● PROBLEM DETAILS: A verbatim printing of the entries that follow is needed; pictures must not appear in it.

● RECORDS FOR THIS EXERCISE:
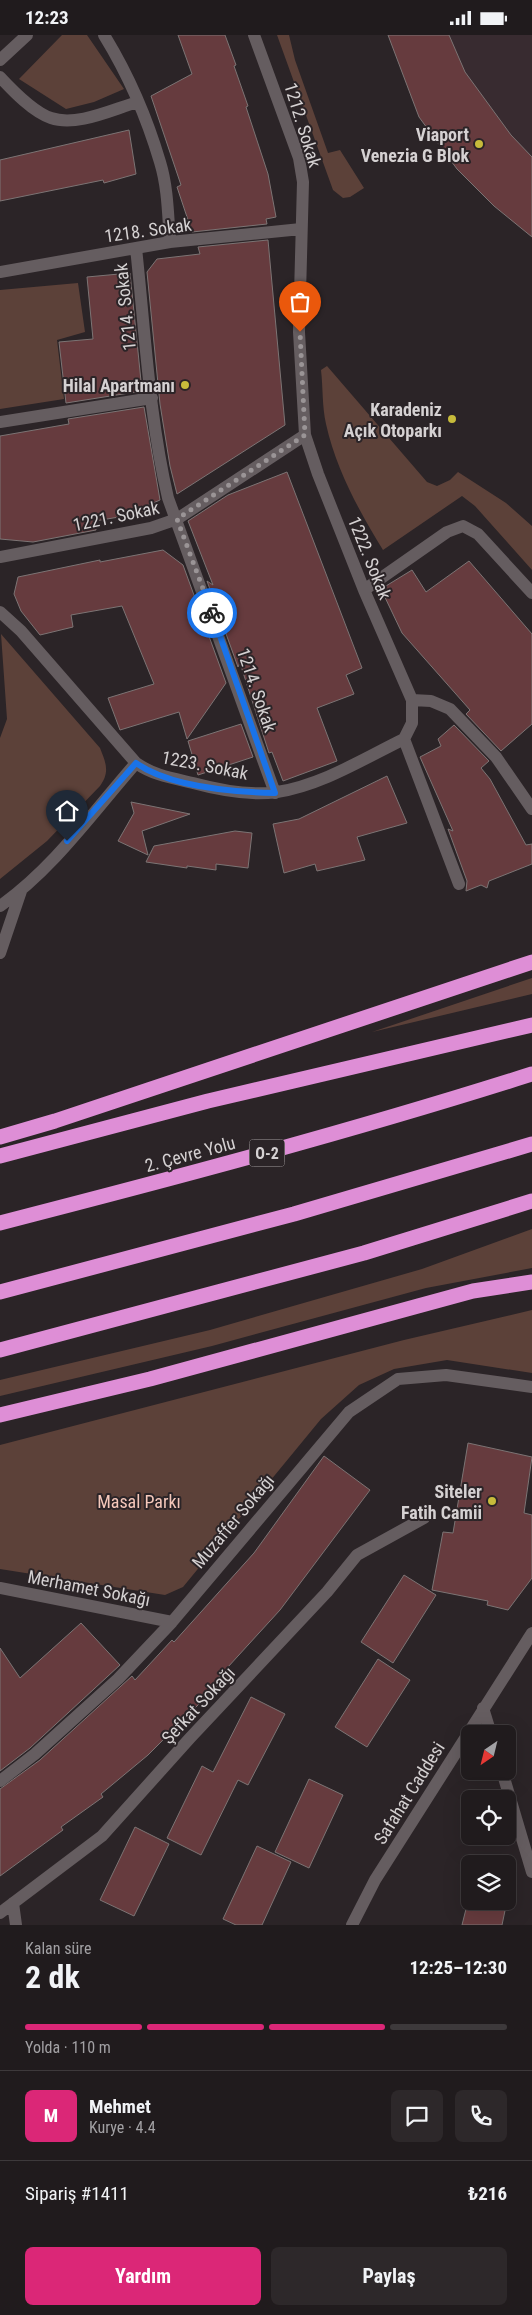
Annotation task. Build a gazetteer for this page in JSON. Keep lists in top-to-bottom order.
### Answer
{
  "streets": {
    "highway": ["O-2", "2. Çevre Yolu"],
    "street": [
      "1212. Sokak",
      "1218. Sokak",
      "1214. Sokak",
      "1221. Sokak",
      "1222. Sokak",
      "1223. Sokak",
      "Muzaffer Sokağı",
      "Merhamet Sokağı",
      "Şefkat Sokağı",
      "Safahat Caddesi"
    ]
  },
  "crossings": [
    ["1212. Sokak", "1218. Sokak"],
    ["1212. Sokak", "1222. Sokak"],
    ["1218. Sokak", "1214. Sokak"],
    ["1218. Sokak", "1222. Sokak"],
    ["1214. Sokak", "1221. Sokak"],
    ["1214. Sokak", "1223. Sokak"],
    ["1221. Sokak", "1222. Sokak"],
    ["1222. Sokak", "1223. Sokak"],
    ["Muzaffer Sokağı", "Merhamet Sokağı"]
  ],
  "parks": ["Masal Parkı"],
  "places": [
    "Viaport Venezia G Blok",
    "Hilal Apartmanı",
    "Karadeniz Açık Otoparkı",
    "Siteler Fatih Camii"
  ],
  "north": "bottom left",
  "page": {
    "status": "12:23",
    "heading": ["2 dk", "Kalan süre", "12:25–12:30"],
    "panel": [
      "Mehmet",
      "Kurye · 4.4",
      "Sipariş #1411",
      "₺216"
    ],
    "bar": "Yolda · 110 m",
    "round": "M",
    "buttons": ["Yardım", "Paylaş"]
  }
}
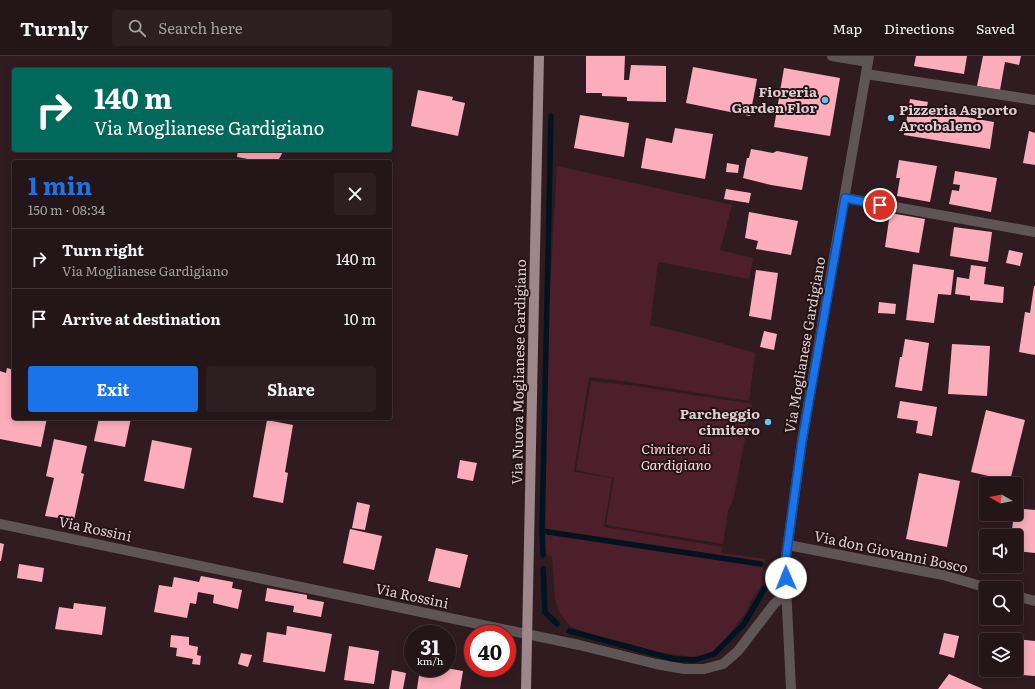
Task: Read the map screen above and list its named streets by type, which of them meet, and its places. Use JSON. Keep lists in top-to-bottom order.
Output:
{
  "streets": {
    "main road": ["Via Nuova Moglianese Gardigiano"],
    "street": ["Via Moglianese Gardigiano", "Via Rossini", "Via don Giovanni Bosco"]
  },
  "crossings": [
    ["Via Moglianese Gardigiano", "Via Rossini"],
    ["Via Moglianese Gardigiano", "Via don Giovanni Bosco"],
    ["Via Nuova Moglianese Gardigiano", "Via Rossini"]
  ],
  "parks": ["Cimitero di Gardigiano"],
  "places": ["Fioreria Garden Flor", "Pizzeria Asporto Arcobaleno", "Parcheggio cimitero"],
  "north": "left",
  "page": {
    "header": "Turnly",
    "search": "Search here",
    "nav": ["Map", "Directions", "Saved"],
    "turn": ["140 m", "Via Moglianese Gardigiano"],
    "heading": ["1 min", "150 m · 08:34"],
    "list": [
      {
        "name": "Turn right",
        "note": "Via Moglianese Gardigiano",
        "value": "140 m"
      },
      {
        "name": "Arrive at destination",
        "value": "10 m"
      }
    ],
    "buttons": ["Exit", "Share"],
    "speed": "31 km/h",
    "limit": "40"
  }
}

● WRITTEN ANSWER:
Annotation task. Build a gazetteer for this page in JSON. Keep lists in top-to-bottom order.
### Answer
{
  "streets": {
    "highway": ["O-2", "2. Çevre Yolu"],
    "street": [
      "1212. Sokak",
      "1218. Sokak",
      "1214. Sokak",
      "1221. Sokak",
      "1222. Sokak",
      "1223. Sokak",
      "Muzaffer Sokağı",
      "Merhamet Sokağı",
      "Şefkat Sokağı",
      "Safahat Caddesi"
    ]
  },
  "crossings": [
    ["1212. Sokak", "1218. Sokak"],
    ["1212. Sokak", "1222. Sokak"],
    ["1218. Sokak", "1214. Sokak"],
    ["1218. Sokak", "1222. Sokak"],
    ["1214. Sokak", "1221. Sokak"],
    ["1214. Sokak", "1223. Sokak"],
    ["1221. Sokak", "1222. Sokak"],
    ["1222. Sokak", "1223. Sokak"],
    ["Muzaffer Sokağı", "Merhamet Sokağı"]
  ],
  "parks": ["Masal Parkı"],
  "places": [
    "Viaport Venezia G Blok",
    "Hilal Apartmanı",
    "Karadeniz Açık Otoparkı",
    "Siteler Fatih Camii"
  ],
  "north": "bottom left",
  "page": {
    "status": "12:23",
    "heading": ["2 dk", "Kalan süre", "12:25–12:30"],
    "panel": [
      "Mehmet",
      "Kurye · 4.4",
      "Sipariş #1411",
      "₺216"
    ],
    "bar": "Yolda · 110 m",
    "round": "M",
    "buttons": ["Yardım", "Paylaş"]
  }
}
Task: Read the map screen above and list its named streets by type, which of them meet, and its places. Use JSON. Keep lists in top-to-bottom order.
Output:
{
  "streets": {
    "main road": ["Via Nuova Moglianese Gardigiano"],
    "street": ["Via Moglianese Gardigiano", "Via Rossini", "Via don Giovanni Bosco"]
  },
  "crossings": [
    ["Via Moglianese Gardigiano", "Via Rossini"],
    ["Via Moglianese Gardigiano", "Via don Giovanni Bosco"],
    ["Via Nuova Moglianese Gardigiano", "Via Rossini"]
  ],
  "parks": ["Cimitero di Gardigiano"],
  "places": ["Fioreria Garden Flor", "Pizzeria Asporto Arcobaleno", "Parcheggio cimitero"],
  "north": "left",
  "page": {
    "header": "Turnly",
    "search": "Search here",
    "nav": ["Map", "Directions", "Saved"],
    "turn": ["140 m", "Via Moglianese Gardigiano"],
    "heading": ["1 min", "150 m · 08:34"],
    "list": [
      {
        "name": "Turn right",
        "note": "Via Moglianese Gardigiano",
        "value": "140 m"
      },
      {
        "name": "Arrive at destination",
        "value": "10 m"
      }
    ],
    "buttons": ["Exit", "Share"],
    "speed": "31 km/h",
    "limit": "40"
  }
}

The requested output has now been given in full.